Now, before you even consider using Rhubarb, you will need to create talk animations that represent the mouth shapes in the table below. The animation frames should be ordered like so: A = 1, B = 2, C = 3, D = 4, E = 5, F = 6, G = 7, H = 8, X = 9. The table below is from the official Rhubarb GitHub page.

Ⓐ		Closed mouth for the “P”, “B”, and “M” sounds. This is almost identical to the Ⓧ shape, but there is ever-so-slight pressure between the lips.
Ⓑ		Slightly open mouth with clenched teeth. This mouth shape is used for most consonants (“K”, “S”, “T”, etc.). It’s also used for some vowels such as the “EE” sound in bee.
Ⓒ		Open mouth. This mouth shape is used for vowels like “EH” as in men and “AE” as in bat. It’s also used for some consonants, depending on the context. This shape is also used as an in-between when animating from Ⓐ or Ⓑ to Ⓓ. So make sure the animations ⒶⒸⒹ and ⒷⒸⒹ look smooth!
Ⓓ		Wide open mouth. This mouth shapes is used for vowels like “AA” as in father.
Ⓔ		Slightly rounded mouth. This mouth shape is used for vowels like “AO” as in off and “ER” as in bird. This shape is also used as an in-between when animating from Ⓒ or Ⓓ to Ⓕ. Make sure the mouth isn’t wider open than for Ⓒ. Both ⒸⒺⒻ and ⒹⒺⒻ should result in smooth animation.
Ⓕ		Puckered lips. This mouth shape is used for “UW” as in you, “OW” as in show, and “W” as in way.
Ⓖ		Upper teeth touching the lower lip for “F” as in for and “V” as in very. This extended mouth shape is optional. If your art style is detailed enough, it greatly improves the overall look of the animation. If you decide not to use it, you can specify so using the extendedShapes option.
Ⓗ		This shape is used for long “L” sounds, with the tongue raised behind the upper teeth. The mouth should be at least far open as in Ⓒ, but not quite as far as in Ⓓ. This extended mouth shape is optional. Depending on your art style and the angle of the head, the tongue may not be visible at all. In this case, there is no point in drawing this extra shape. If you decide not to use it, you can specify so using the extendedShapes option.
Ⓧ		Idle position. This mouth shape is used for pauses in speech. This should be the same mouth drawing you use when your character is walking around without talking. It is almost identical to Ⓐ, but with slightly less pressure between the lips: For Ⓧ, the lips should be closed but relaxed. This extended mouth shape is optional. Whether there should be any visible difference between the rest position Ⓧ and the closed talking mouth Ⓐ depends on your art style and personal taste. If you decide not to use it, you can specify so using the extendedShapes option.
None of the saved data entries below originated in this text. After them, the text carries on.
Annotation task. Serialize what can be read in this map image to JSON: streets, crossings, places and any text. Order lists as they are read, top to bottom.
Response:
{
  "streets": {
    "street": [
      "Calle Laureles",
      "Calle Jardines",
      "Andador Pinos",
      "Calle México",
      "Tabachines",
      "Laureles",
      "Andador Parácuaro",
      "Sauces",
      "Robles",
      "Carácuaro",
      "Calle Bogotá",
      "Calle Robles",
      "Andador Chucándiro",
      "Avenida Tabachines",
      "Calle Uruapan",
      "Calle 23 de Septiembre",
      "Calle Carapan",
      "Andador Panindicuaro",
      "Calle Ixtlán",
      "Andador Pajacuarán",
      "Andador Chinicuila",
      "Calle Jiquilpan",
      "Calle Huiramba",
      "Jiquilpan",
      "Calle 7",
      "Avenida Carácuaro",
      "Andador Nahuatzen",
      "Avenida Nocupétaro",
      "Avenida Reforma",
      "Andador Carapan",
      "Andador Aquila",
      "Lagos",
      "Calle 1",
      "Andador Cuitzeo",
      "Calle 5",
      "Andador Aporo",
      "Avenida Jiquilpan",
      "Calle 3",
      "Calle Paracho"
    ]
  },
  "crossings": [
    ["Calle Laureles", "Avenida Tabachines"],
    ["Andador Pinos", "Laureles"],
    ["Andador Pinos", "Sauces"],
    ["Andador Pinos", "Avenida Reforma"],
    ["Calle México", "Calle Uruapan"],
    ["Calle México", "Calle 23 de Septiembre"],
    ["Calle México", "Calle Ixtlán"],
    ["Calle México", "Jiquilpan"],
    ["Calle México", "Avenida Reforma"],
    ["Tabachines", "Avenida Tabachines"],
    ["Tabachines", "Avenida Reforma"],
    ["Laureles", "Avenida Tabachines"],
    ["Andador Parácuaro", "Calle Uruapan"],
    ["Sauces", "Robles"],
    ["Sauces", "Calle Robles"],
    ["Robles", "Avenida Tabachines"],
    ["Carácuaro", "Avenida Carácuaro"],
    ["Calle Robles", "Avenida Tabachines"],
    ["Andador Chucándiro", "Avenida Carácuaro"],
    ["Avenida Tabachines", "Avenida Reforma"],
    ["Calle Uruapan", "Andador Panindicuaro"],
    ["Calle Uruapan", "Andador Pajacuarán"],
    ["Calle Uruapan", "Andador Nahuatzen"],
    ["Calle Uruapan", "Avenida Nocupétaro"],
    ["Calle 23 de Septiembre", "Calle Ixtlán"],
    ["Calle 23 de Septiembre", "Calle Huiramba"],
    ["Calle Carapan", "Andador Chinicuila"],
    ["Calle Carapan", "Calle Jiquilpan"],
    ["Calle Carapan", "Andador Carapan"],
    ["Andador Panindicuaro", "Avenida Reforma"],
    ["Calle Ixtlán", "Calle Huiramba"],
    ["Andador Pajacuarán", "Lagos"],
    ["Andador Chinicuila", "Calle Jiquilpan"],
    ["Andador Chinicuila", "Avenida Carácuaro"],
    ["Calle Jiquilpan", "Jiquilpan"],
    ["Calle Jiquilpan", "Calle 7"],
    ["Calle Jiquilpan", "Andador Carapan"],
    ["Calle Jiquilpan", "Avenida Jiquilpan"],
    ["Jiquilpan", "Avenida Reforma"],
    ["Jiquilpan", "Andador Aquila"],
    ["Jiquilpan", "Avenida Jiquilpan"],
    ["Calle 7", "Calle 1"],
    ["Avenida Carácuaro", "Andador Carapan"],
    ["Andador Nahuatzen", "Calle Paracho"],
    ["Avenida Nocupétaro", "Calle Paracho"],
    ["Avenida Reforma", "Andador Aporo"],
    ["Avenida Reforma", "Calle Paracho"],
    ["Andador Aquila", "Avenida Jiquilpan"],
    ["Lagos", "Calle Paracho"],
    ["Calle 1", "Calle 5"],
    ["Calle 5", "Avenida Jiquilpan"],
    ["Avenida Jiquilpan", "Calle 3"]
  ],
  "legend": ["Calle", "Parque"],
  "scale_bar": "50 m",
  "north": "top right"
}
Quick note #1: the tsv lip sync files can contain either the mouth shape letters or animation frame numbers, so feel free to edit the tsv files & use numbers instead if you want to go beyond basic lip sync animations - maybe your characters contain animations for a wide range of emotions, or you want the head to face a different direction than where the body is facing, etc.

Quick note #2: Rhubarb can generate lip sync data from both wav & ogg (vorbis) audio file formats.

Quick note #3: Visionaire Studio automatically looks for tsv files with the same name as the currently playing speech audio file, so all you need to do is make sure that the tsv file has the same name as the audio file & is in the same folder.

Tutorial

Installing Rhubarb Lip Sync

First things first, you will need to download the latest version of Rhubarb Lip Sync. You can find it here.

Once you have downloaded the latest version of Rhubarb, you should navigate to c:/program files & create a new folder. Rename the new folder rhubarb. Now open up the zip file containing the latest version of Rhubarb & drag the contents into the rhubarb folder you just created.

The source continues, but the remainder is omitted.